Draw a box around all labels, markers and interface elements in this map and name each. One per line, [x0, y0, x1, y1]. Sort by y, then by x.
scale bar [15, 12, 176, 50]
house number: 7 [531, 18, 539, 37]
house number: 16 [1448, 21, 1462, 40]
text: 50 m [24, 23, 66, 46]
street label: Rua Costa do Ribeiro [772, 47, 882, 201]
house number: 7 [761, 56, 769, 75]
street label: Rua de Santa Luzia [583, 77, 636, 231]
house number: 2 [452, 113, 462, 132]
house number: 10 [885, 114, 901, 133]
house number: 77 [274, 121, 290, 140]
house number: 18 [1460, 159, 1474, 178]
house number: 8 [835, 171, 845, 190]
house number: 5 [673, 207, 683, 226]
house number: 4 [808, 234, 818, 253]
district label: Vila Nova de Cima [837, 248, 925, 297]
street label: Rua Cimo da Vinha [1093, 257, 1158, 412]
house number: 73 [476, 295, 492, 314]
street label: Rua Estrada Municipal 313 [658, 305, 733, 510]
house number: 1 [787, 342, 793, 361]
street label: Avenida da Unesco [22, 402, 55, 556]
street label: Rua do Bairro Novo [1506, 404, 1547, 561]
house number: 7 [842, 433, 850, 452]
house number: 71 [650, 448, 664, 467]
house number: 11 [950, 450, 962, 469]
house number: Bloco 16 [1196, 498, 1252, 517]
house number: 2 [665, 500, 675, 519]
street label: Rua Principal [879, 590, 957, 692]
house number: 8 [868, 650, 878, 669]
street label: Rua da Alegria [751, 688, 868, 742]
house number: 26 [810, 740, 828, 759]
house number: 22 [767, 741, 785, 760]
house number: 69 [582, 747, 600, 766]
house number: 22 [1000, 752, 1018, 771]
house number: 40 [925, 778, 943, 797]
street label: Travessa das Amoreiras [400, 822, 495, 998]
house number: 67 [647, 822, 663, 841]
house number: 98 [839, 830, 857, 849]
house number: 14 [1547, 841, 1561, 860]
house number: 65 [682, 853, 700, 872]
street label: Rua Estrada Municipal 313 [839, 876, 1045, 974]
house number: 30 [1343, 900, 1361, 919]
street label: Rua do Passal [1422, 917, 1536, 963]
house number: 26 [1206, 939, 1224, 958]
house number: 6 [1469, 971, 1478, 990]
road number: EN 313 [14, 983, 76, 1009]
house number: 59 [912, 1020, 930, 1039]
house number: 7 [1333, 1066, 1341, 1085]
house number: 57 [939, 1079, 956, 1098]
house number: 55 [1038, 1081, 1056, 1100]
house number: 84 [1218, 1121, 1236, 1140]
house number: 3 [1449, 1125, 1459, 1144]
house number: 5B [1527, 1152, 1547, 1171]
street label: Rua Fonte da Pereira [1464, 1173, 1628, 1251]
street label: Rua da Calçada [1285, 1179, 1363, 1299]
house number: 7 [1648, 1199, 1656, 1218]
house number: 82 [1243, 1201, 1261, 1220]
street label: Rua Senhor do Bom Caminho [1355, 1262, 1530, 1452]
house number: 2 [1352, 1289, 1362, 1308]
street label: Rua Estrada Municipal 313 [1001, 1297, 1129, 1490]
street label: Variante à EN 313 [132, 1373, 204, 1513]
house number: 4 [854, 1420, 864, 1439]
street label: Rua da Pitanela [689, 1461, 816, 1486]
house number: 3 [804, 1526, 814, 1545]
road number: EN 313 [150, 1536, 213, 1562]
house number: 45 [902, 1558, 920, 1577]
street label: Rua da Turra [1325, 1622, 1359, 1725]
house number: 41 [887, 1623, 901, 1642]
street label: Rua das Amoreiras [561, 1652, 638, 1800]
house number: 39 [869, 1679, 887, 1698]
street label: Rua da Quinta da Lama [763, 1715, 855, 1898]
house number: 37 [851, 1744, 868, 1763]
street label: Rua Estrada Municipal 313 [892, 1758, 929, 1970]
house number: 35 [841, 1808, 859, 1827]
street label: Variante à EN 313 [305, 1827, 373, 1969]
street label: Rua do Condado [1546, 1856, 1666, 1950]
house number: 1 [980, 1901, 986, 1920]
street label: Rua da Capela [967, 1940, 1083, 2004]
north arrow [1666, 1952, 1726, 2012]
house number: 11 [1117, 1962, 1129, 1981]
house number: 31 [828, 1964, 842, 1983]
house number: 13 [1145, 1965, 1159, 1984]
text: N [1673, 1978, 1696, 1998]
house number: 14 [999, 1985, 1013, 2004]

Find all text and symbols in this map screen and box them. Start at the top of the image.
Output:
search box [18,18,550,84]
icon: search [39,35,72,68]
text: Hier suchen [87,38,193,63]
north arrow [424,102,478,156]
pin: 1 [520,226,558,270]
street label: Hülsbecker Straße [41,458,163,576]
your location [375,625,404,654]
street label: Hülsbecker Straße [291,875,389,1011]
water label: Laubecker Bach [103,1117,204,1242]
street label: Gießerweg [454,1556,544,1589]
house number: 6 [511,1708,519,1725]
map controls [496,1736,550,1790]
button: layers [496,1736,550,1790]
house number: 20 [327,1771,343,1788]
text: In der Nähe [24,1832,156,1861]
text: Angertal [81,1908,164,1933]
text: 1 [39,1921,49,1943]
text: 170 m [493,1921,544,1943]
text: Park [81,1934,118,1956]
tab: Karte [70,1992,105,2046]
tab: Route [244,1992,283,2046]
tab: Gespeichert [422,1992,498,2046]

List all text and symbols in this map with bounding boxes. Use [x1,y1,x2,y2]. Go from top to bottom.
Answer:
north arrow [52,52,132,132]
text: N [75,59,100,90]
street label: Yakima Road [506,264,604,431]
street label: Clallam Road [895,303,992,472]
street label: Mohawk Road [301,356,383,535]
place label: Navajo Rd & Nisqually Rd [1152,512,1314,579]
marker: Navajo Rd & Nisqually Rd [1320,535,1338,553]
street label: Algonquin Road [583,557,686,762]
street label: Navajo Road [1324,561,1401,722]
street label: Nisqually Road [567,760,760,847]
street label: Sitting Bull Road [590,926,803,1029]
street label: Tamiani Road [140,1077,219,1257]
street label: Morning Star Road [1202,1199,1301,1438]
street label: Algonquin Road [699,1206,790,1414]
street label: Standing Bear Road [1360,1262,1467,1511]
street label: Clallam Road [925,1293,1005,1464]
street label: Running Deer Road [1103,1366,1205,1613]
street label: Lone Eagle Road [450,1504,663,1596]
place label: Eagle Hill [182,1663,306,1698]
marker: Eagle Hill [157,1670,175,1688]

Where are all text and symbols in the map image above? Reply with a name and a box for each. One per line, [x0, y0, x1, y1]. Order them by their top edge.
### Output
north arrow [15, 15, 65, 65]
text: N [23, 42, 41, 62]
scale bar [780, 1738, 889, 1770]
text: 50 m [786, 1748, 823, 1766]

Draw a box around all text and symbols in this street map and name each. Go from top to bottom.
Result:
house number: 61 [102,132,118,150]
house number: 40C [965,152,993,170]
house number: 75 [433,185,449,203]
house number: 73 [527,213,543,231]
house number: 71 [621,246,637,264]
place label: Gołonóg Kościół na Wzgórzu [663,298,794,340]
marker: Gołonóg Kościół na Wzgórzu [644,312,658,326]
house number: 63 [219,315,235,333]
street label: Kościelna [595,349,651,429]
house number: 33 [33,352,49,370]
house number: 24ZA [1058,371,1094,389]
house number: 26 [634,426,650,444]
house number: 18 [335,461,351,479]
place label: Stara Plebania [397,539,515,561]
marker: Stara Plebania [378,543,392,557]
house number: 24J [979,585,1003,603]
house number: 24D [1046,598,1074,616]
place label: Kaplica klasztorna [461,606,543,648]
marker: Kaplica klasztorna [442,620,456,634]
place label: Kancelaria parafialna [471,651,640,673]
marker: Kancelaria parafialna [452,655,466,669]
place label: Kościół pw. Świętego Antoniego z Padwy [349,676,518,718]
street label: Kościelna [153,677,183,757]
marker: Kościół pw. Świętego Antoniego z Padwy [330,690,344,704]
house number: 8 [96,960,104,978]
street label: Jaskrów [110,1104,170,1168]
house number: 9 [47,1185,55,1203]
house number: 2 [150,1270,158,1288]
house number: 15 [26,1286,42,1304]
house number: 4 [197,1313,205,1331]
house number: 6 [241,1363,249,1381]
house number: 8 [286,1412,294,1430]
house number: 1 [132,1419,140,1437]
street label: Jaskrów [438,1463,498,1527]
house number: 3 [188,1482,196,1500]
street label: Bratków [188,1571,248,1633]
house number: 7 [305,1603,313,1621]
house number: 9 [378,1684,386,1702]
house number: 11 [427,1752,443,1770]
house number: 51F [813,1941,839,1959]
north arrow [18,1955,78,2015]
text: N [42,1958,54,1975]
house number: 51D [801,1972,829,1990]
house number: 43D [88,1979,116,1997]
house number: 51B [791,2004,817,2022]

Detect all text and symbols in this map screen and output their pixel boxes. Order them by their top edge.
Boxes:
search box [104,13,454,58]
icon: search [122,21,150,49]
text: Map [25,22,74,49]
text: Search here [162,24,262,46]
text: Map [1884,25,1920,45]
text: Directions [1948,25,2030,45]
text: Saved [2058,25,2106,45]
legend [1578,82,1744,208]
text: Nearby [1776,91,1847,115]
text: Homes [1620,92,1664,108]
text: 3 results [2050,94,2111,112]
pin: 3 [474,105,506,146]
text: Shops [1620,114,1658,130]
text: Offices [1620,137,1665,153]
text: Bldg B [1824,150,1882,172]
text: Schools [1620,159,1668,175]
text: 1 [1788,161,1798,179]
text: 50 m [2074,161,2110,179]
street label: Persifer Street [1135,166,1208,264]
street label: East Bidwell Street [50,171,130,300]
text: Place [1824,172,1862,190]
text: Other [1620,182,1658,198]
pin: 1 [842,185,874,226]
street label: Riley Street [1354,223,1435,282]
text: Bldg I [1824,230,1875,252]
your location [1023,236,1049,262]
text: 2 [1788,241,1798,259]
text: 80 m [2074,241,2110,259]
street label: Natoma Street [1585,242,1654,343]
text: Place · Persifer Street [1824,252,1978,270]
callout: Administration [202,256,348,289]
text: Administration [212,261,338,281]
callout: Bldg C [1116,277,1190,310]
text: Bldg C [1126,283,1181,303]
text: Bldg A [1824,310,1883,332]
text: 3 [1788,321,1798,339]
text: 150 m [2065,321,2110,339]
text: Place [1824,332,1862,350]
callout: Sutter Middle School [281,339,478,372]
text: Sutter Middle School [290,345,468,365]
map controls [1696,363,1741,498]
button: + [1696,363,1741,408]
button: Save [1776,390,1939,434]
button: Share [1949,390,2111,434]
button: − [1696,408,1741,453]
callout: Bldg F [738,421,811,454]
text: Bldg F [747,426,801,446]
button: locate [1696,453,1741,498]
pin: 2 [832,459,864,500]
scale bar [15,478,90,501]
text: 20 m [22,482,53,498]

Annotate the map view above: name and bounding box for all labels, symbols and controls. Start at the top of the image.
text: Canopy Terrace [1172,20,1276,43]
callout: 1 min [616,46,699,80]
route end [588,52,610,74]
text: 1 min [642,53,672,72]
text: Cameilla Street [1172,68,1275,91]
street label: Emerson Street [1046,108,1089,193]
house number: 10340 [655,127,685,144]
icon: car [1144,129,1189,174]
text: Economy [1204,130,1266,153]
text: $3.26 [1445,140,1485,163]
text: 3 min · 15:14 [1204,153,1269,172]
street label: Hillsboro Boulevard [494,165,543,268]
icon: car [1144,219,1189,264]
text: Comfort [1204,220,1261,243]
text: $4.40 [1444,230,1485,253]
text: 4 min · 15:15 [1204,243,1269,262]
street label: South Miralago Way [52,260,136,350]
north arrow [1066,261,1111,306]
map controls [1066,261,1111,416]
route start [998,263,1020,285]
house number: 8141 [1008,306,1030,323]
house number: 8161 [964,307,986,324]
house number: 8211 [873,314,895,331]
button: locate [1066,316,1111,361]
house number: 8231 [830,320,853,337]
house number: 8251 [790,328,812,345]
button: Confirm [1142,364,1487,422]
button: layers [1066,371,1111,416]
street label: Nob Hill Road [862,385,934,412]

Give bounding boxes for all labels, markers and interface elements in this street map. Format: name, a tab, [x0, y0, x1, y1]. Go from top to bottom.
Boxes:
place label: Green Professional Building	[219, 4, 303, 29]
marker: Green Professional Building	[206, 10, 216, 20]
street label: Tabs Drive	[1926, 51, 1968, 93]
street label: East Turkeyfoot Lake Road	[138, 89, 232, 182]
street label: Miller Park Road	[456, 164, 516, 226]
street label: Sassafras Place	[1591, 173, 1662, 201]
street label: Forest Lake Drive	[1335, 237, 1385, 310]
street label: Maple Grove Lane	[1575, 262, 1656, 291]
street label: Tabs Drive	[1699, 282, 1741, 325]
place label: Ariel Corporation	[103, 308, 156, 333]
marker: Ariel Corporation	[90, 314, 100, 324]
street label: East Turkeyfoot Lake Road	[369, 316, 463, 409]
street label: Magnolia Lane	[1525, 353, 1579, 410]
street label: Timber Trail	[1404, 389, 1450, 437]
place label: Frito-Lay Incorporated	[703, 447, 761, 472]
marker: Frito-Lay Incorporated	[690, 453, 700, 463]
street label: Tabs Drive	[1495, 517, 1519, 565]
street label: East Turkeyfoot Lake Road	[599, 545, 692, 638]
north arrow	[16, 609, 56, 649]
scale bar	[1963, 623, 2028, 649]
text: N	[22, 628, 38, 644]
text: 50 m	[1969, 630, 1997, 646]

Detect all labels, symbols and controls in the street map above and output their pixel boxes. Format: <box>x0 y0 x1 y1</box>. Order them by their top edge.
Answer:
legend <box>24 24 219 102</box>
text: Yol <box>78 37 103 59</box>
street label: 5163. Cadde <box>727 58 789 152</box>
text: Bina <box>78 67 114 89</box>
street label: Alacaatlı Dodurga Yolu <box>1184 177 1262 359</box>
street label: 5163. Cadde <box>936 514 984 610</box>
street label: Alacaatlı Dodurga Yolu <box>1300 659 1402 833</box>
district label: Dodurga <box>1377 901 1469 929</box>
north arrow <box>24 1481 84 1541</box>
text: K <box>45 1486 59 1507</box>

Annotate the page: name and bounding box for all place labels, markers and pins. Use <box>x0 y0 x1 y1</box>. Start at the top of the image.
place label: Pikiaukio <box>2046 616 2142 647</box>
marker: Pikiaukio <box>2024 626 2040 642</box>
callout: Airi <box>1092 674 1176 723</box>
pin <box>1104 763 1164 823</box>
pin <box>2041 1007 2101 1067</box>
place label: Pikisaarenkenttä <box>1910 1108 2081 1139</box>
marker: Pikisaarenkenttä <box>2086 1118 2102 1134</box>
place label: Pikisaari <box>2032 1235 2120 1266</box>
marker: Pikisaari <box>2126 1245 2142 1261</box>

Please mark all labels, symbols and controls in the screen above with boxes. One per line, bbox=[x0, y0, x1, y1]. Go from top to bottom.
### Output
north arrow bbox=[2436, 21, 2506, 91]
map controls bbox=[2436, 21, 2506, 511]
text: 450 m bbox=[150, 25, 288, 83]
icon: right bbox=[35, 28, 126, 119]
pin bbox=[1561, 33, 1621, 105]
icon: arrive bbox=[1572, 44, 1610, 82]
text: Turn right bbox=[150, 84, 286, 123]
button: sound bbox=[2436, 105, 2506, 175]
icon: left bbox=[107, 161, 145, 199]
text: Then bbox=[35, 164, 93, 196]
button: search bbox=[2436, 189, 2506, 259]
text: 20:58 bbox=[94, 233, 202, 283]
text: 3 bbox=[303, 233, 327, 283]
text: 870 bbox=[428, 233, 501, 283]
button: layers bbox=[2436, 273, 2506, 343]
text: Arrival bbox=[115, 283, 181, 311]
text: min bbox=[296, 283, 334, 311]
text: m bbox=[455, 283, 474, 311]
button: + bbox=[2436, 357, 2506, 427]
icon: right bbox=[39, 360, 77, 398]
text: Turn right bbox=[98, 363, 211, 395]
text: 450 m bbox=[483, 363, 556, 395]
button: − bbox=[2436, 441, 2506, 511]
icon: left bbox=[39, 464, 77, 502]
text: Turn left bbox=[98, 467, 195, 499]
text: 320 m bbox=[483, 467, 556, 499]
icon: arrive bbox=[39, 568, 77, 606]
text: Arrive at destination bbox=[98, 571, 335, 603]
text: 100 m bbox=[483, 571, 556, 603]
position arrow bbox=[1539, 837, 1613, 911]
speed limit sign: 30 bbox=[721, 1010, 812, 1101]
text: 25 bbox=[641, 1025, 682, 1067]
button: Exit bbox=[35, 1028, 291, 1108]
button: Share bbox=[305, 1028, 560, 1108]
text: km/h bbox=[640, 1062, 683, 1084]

________________________________________

Aim of the task:
When a line of the records holds the word "Gołonóg", copy that line.

Result of this task:
place label: Gołonóg Kościół na Wzgórzu [663,298,794,340]
marker: Gołonóg Kościół na Wzgórzu [644,312,658,326]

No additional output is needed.